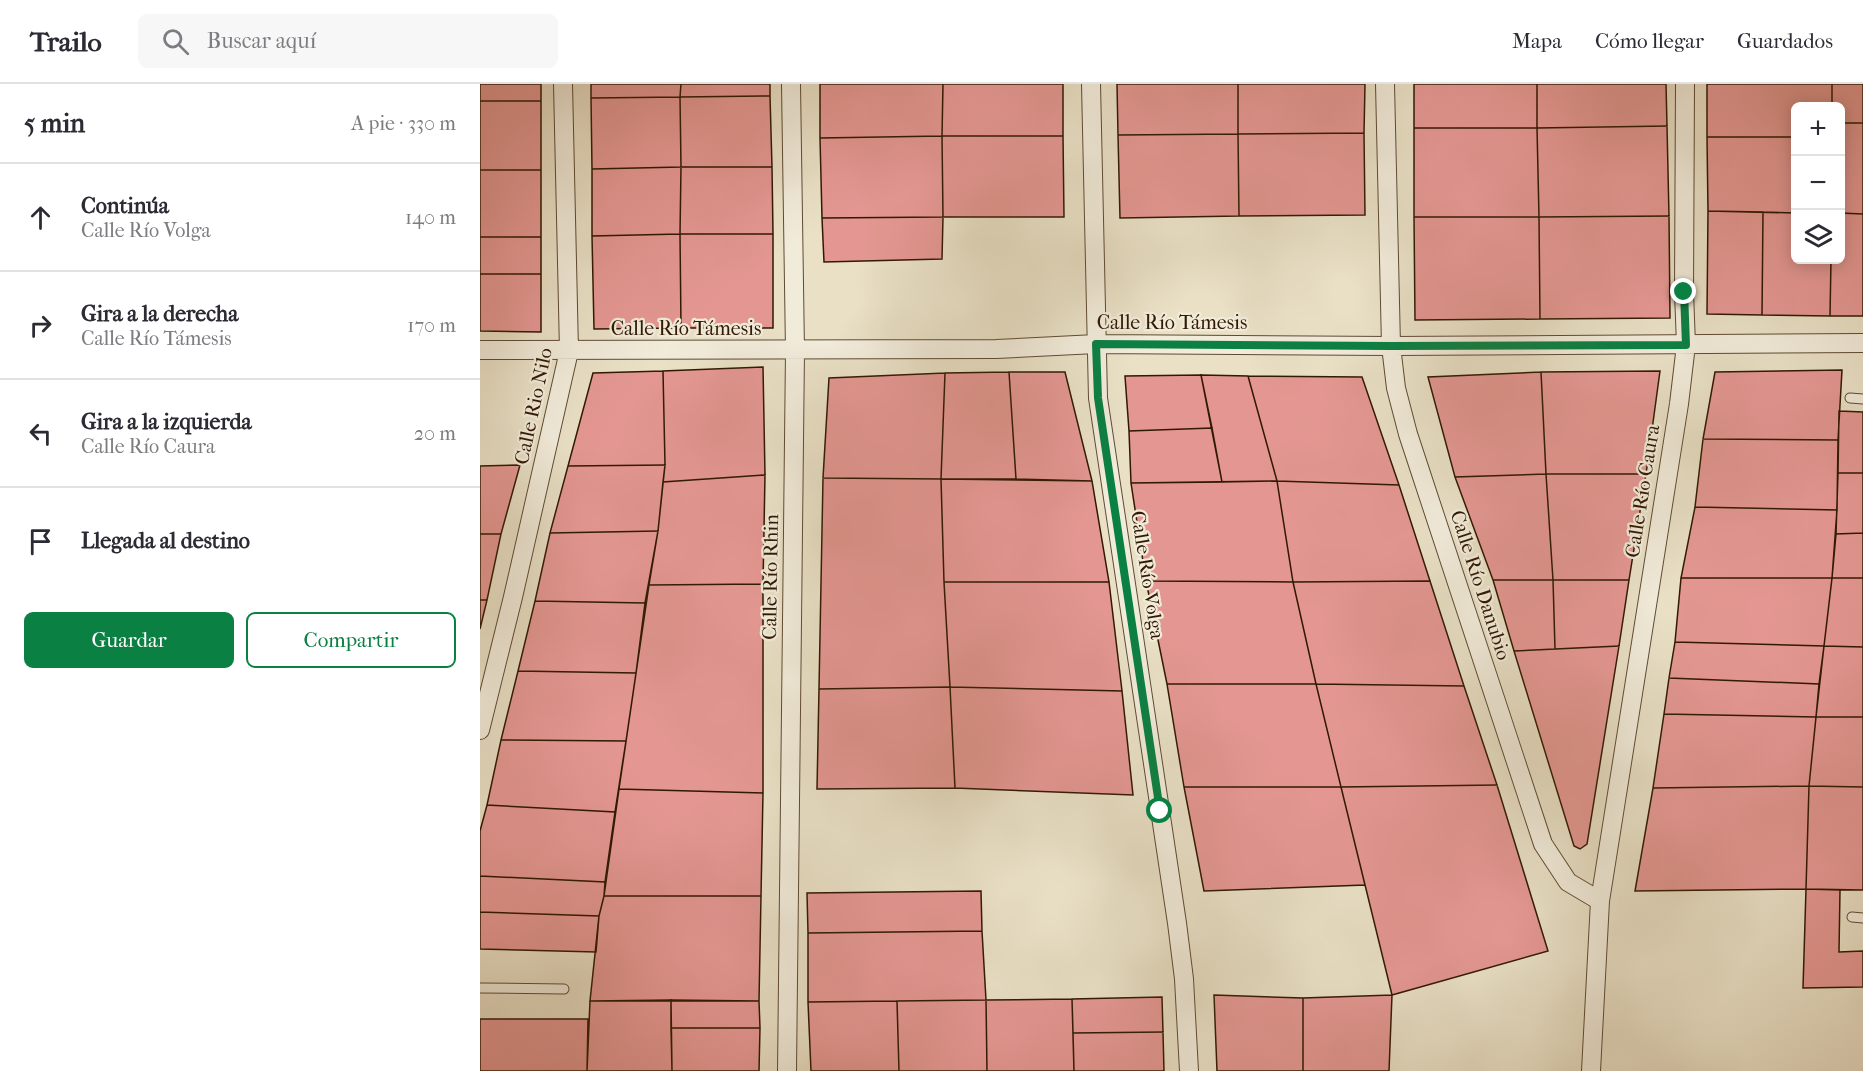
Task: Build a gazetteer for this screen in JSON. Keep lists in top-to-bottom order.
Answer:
{
  "streets": {
    "street": [
      "Calle Río Támesis",
      "Calle Rio Nilo",
      "Calle Río Caura",
      "Calle Río Volga",
      "Calle Río Rhin",
      "Calle Río Danubio"
    ]
  },
  "crossings": [
    ["Calle Río Támesis", "Calle Rio Nilo"],
    ["Calle Río Támesis", "Calle Río Caura"],
    ["Calle Río Támesis", "Calle Río Volga"],
    ["Calle Río Támesis", "Calle Río Rhin"],
    ["Calle Río Támesis", "Calle Río Danubio"],
    ["Calle Río Caura", "Calle Río Danubio"]
  ],
  "page": {
    "header": "Trailo",
    "search": "Buscar aquí",
    "nav": ["Mapa", "Cómo llegar", "Guardados"],
    "heading": ["5 min", "A pie · 330 m"],
    "map_buttons": ["+", "−"],
    "list": [
      ["Continúa", "Calle Río Volga", "140 m"],
      ["Gira a la derecha", "Calle Río Támesis", "170 m"],
      ["Gira a la izquierda", "Calle Río Caura", "20 m"],
      "Llegada al destino"
    ],
    "buttons": ["Guardar", "Compartir"]
  }
}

#### HOW TO COMPLETE THIS TASK
Reproduce every line of the data above, exactly as it stands, but not the pictures.

#### RESULT FOR THIS TASK
Task: Build a gazetteer for this screen in JSON. Keep lists in top-to-bottom order.
Answer:
{
  "streets": {
    "street": [
      "Calle Río Támesis",
      "Calle Rio Nilo",
      "Calle Río Caura",
      "Calle Río Volga",
      "Calle Río Rhin",
      "Calle Río Danubio"
    ]
  },
  "crossings": [
    ["Calle Río Támesis", "Calle Rio Nilo"],
    ["Calle Río Támesis", "Calle Río Caura"],
    ["Calle Río Támesis", "Calle Río Volga"],
    ["Calle Río Támesis", "Calle Río Rhin"],
    ["Calle Río Támesis", "Calle Río Danubio"],
    ["Calle Río Caura", "Calle Río Danubio"]
  ],
  "page": {
    "header": "Trailo",
    "search": "Buscar aquí",
    "nav": ["Mapa", "Cómo llegar", "Guardados"],
    "heading": ["5 min", "A pie · 330 m"],
    "map_buttons": ["+", "−"],
    "list": [
      ["Continúa", "Calle Río Volga", "140 m"],
      ["Gira a la derecha", "Calle Río Támesis", "170 m"],
      ["Gira a la izquierda", "Calle Río Caura", "20 m"],
      "Llegada al destino"
    ],
    "buttons": ["Guardar", "Compartir"]
  }
}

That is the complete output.